At the same time, former Gov. George Ariyoshi, who with his Windward Regional Plan 30 years ago preserved much of Windward Oahu's rural lifestyle, says Lingle should prioritize and develop a plan for her preservation ideas.
Ariyoshi spoke out in 2006 against increased Turtle Bay development in a magazine column, saying, "In my view, we had best do what we can to preserve the rural character of the Windward side."
He continued, "Turtle Bay is another instance in which we are still trying to define ourselves in the post-plantation era. To succeed we need more thinking, more discussion and more planning. Otherwise, we will continue to drift from project to project, and incrementally we will lose what we hold most dear about Hawaii."
In an interview last week, Ariyoshi said that while he does not want to see more hotels built on the North Shore, Lingle does need a plan.
"She's talking about buying the resort. Well, if you had all the money in the world, it might by OK, but you have to prioritize," Ariyoshi said.
Lingle said she is not familiar with Ariyoshi's 1978 plan, which resulted in the state buying Waiahole-Waikane valleys, Heeia-Kea Matson Point, 1,400 acres at Sacred Falls, Kaiaka Point in Haleiwa and Malaekahana. But she emphasized her concern at stopping a planned five-hotel resort at Turtle Bay.
"If we knowingly allow five more hotels and time shares on the North Shore, we are derelict in our duty," she said. "We know the impact it will have, the impact on our lifestyle, the pressure it will apply. ... To me we have a responsibility to try everything we can to make this happen."

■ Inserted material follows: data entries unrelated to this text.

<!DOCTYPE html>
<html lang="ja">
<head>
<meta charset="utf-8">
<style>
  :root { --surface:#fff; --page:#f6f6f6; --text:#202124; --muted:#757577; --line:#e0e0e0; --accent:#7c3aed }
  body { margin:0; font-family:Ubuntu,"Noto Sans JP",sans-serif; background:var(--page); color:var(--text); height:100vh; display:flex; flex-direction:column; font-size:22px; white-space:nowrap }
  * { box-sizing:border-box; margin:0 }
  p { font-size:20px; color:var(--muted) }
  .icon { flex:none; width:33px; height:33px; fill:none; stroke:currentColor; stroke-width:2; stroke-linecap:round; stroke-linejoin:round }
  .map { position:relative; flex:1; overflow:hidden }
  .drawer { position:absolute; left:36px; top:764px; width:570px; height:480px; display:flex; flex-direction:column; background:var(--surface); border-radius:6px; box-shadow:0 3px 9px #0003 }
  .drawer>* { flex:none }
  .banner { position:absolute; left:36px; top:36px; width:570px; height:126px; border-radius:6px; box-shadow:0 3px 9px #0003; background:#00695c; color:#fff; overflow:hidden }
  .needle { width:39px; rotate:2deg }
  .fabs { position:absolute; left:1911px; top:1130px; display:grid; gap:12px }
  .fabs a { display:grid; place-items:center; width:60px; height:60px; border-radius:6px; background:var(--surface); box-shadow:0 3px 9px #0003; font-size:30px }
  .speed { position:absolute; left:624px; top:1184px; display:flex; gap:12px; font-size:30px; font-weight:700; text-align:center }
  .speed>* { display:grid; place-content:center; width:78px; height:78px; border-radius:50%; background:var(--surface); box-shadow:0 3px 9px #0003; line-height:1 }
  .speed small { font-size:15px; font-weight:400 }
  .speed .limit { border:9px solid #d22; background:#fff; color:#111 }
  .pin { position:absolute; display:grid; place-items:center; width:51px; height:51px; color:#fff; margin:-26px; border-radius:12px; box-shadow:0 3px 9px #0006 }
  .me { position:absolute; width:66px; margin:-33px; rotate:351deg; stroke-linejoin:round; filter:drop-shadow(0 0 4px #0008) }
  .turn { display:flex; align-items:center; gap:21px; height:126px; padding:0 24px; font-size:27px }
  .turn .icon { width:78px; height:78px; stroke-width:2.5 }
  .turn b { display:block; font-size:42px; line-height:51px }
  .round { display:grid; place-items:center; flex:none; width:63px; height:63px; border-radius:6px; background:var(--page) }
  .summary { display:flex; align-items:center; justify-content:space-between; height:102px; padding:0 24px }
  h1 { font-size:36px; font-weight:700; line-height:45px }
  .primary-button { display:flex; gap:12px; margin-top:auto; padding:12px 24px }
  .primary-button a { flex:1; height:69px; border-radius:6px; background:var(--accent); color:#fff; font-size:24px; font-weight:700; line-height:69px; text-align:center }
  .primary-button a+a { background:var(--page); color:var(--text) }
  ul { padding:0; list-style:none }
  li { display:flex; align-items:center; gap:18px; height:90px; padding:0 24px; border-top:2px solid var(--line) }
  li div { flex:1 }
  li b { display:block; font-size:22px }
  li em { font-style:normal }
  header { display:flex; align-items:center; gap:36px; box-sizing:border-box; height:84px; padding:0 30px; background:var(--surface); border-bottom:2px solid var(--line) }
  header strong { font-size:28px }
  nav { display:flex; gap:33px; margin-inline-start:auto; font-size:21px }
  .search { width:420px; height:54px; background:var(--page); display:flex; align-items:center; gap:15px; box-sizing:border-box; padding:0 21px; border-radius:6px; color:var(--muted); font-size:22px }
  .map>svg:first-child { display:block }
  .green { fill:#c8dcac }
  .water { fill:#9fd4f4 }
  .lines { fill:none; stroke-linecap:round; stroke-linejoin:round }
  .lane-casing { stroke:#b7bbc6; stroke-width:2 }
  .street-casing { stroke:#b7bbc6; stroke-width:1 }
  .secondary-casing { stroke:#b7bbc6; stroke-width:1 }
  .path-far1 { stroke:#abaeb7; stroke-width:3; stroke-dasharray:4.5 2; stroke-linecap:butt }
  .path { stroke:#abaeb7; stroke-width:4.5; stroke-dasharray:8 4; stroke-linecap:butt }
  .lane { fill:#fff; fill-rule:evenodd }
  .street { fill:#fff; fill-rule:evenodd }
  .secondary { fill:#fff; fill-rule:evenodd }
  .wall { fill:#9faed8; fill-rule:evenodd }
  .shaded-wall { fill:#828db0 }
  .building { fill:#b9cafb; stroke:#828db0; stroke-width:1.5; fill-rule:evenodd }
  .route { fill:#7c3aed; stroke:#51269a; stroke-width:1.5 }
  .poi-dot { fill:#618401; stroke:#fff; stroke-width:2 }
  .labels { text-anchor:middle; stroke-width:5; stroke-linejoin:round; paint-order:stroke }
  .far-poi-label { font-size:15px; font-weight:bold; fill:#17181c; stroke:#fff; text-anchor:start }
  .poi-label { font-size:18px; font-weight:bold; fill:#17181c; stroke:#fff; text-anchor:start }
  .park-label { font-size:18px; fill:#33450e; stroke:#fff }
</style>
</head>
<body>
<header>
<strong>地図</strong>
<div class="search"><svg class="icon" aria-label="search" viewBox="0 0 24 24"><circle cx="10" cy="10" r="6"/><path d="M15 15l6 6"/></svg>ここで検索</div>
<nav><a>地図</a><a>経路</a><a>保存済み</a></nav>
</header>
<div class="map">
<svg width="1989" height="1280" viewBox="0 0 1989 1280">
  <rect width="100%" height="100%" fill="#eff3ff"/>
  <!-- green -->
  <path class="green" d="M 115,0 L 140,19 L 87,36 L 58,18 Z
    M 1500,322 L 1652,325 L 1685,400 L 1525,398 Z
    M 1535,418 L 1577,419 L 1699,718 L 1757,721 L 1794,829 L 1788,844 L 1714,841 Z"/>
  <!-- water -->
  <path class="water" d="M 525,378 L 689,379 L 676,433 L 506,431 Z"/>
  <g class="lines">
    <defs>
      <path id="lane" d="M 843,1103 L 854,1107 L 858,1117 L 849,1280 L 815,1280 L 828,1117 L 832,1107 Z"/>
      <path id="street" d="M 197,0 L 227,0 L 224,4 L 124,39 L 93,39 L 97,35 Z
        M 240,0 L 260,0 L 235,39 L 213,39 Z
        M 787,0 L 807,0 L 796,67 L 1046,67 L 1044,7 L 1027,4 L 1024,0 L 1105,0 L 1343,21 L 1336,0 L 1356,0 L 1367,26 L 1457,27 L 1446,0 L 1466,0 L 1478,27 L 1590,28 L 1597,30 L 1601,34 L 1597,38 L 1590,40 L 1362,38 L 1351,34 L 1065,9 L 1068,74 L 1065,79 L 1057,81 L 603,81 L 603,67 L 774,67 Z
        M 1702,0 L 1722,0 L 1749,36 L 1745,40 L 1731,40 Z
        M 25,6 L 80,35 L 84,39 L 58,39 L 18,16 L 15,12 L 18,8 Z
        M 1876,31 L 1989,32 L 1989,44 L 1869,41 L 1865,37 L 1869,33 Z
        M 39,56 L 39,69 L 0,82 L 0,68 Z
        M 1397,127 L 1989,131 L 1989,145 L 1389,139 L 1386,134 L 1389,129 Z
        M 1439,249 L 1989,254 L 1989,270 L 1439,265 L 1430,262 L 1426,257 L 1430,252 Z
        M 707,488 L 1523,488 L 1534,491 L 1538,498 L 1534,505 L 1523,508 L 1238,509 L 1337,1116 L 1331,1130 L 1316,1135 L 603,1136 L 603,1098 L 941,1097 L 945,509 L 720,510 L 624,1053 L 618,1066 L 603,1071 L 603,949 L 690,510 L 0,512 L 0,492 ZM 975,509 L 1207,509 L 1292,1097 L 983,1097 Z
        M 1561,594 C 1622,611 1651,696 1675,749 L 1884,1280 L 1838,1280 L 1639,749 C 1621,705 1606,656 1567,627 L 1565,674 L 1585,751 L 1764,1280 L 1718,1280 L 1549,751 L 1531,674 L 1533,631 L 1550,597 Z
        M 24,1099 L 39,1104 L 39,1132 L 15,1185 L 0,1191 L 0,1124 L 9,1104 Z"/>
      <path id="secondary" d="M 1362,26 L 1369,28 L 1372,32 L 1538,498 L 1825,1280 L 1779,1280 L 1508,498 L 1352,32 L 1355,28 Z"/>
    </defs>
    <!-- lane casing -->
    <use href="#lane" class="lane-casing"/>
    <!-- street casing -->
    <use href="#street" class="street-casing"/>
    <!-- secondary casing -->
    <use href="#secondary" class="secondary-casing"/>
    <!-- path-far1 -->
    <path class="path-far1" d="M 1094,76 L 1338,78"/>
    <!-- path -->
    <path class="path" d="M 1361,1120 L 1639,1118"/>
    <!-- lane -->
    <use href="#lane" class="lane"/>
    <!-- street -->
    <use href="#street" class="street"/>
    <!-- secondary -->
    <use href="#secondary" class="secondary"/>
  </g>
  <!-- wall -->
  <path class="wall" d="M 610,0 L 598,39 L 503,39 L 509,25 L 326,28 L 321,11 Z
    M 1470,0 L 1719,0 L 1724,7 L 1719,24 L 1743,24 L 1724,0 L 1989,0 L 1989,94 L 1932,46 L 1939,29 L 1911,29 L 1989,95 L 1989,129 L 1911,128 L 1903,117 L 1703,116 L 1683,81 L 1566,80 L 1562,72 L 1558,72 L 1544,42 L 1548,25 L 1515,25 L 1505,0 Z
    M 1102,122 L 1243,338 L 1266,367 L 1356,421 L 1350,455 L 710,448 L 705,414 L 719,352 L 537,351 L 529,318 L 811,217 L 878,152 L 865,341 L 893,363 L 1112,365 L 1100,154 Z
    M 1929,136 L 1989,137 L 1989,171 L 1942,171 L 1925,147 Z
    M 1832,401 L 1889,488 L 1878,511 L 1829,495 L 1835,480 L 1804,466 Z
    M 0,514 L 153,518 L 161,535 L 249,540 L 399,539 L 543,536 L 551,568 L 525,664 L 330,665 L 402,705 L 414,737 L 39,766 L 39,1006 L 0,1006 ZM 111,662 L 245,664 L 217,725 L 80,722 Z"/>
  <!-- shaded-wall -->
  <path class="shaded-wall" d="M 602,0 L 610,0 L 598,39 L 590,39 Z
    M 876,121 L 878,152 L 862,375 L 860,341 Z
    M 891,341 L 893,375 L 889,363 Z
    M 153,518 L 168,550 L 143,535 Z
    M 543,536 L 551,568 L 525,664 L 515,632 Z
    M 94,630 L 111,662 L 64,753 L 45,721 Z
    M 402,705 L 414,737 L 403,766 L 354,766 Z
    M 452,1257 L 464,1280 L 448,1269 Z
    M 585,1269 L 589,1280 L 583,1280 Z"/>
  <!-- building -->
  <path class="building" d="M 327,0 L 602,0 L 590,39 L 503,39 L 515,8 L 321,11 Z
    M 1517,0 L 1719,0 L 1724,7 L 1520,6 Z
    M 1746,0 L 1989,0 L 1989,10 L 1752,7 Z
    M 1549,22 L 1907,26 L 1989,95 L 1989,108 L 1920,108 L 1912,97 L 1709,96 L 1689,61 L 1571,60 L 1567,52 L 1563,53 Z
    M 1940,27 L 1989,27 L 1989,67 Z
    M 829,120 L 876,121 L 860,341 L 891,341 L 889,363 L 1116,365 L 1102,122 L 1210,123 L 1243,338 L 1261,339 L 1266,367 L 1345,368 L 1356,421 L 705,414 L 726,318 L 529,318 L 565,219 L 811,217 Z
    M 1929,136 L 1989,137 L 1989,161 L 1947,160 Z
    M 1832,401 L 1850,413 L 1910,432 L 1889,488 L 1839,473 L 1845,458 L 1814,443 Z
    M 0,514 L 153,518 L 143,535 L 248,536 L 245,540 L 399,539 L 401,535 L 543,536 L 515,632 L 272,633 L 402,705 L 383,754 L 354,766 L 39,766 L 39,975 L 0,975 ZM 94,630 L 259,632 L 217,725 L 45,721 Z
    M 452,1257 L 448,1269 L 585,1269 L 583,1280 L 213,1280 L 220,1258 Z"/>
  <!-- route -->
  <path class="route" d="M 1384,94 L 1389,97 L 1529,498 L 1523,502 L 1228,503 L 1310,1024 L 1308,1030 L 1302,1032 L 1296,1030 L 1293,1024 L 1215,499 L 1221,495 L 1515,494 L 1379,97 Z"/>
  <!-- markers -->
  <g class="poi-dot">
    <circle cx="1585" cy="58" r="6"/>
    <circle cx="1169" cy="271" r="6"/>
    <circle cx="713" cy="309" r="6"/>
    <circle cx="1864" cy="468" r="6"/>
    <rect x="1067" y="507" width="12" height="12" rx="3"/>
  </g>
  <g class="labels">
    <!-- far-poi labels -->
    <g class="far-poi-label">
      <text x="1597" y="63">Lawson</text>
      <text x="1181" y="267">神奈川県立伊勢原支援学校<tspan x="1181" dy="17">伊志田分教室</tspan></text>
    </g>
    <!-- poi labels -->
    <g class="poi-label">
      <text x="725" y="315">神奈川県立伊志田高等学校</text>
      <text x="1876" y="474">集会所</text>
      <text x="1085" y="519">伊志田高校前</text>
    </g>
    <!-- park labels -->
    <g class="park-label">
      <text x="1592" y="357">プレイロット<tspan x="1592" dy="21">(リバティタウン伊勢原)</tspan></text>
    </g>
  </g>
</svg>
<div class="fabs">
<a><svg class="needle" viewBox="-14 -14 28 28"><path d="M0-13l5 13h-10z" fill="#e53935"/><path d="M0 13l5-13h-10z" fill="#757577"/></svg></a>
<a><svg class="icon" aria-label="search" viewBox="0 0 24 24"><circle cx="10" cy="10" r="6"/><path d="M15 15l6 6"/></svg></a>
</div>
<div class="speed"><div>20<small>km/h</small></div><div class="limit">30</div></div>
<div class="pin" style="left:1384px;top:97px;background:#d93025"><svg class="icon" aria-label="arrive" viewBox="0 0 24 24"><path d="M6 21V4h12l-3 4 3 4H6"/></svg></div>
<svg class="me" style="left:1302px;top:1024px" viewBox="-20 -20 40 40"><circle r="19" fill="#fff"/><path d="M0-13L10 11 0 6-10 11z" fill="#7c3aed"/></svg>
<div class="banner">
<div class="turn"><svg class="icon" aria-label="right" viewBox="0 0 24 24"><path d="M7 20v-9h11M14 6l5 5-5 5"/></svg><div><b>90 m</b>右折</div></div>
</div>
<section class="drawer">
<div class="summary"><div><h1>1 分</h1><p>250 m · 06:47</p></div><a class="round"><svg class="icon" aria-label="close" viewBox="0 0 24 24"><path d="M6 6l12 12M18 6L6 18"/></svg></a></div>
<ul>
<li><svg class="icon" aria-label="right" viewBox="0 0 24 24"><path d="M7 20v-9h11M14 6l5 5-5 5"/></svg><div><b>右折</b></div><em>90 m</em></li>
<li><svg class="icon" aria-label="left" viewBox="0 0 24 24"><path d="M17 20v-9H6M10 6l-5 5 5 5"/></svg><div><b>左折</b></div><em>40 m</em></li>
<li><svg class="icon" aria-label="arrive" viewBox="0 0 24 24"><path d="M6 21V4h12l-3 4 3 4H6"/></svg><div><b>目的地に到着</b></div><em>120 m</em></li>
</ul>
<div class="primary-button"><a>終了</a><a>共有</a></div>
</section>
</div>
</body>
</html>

Lingle met privately Thursday with House Speaker Calvin Say and Senate President Colleen Hanabusa to start discussions. Hanabusa and Say said they were caught by surprise by Lingle's announcement about Turtle Bay in her State of the State speech Tuesday.
"Everyone would like to see this happen, but the reality is, how do we do it?" Hanabusa said. "There is no bill; there was no resolution submitted; there is nothing to start a formalized discussion with the public."
Say also is in favor but noted that when Ariyoshi started his plans to preserve the Windward side, it was after rounds of community meetings and discussions.
"The difference is, then there was a philosophy," Say said. "This is something she wants to get done in six to eight months. My comment is, this will take three years."
Ariyoshi also noted that Lingle's track record on preservation has not been clear, pointing out that she backed the Hawaii Community Development Agency when it wanted to put condominiums on undeveloped state land at Kewalo Basin.
"If she is concerned about keeping areas under state control, why did she want to develop the Kewalo Basin property?" Ariyoshi said. "This is contrary to what she is talking about at Turtle Bay. She talks about one thing but her actions are very contrary."
He suggested that Lingle consider how to proceed with more care.
"When you take a step like this, you have to really look carefully at it, see how you are going to make it happen. You have got to talk to all of those who are going to be involved and not just spring it in the State of the State," Ariyoshi said.
Lingle said she talked to a Realtor who had a client interested in purchasing just the hotel and golf course, and she plans on talking to the private equity firm, Oaktree Capital Management LP, which owns Kuilima Resort, Turtle Bay's owner.
In exploring federal funding possibilities, Lingle said she has been in touch with Interior Secretary Dirk Kempthorne.
"I sent him a quick one-page brief," Lingle said. "He is going to be meeting with his assistant secretaries, and he will raise whether there are funds to go after for this type of a purchase."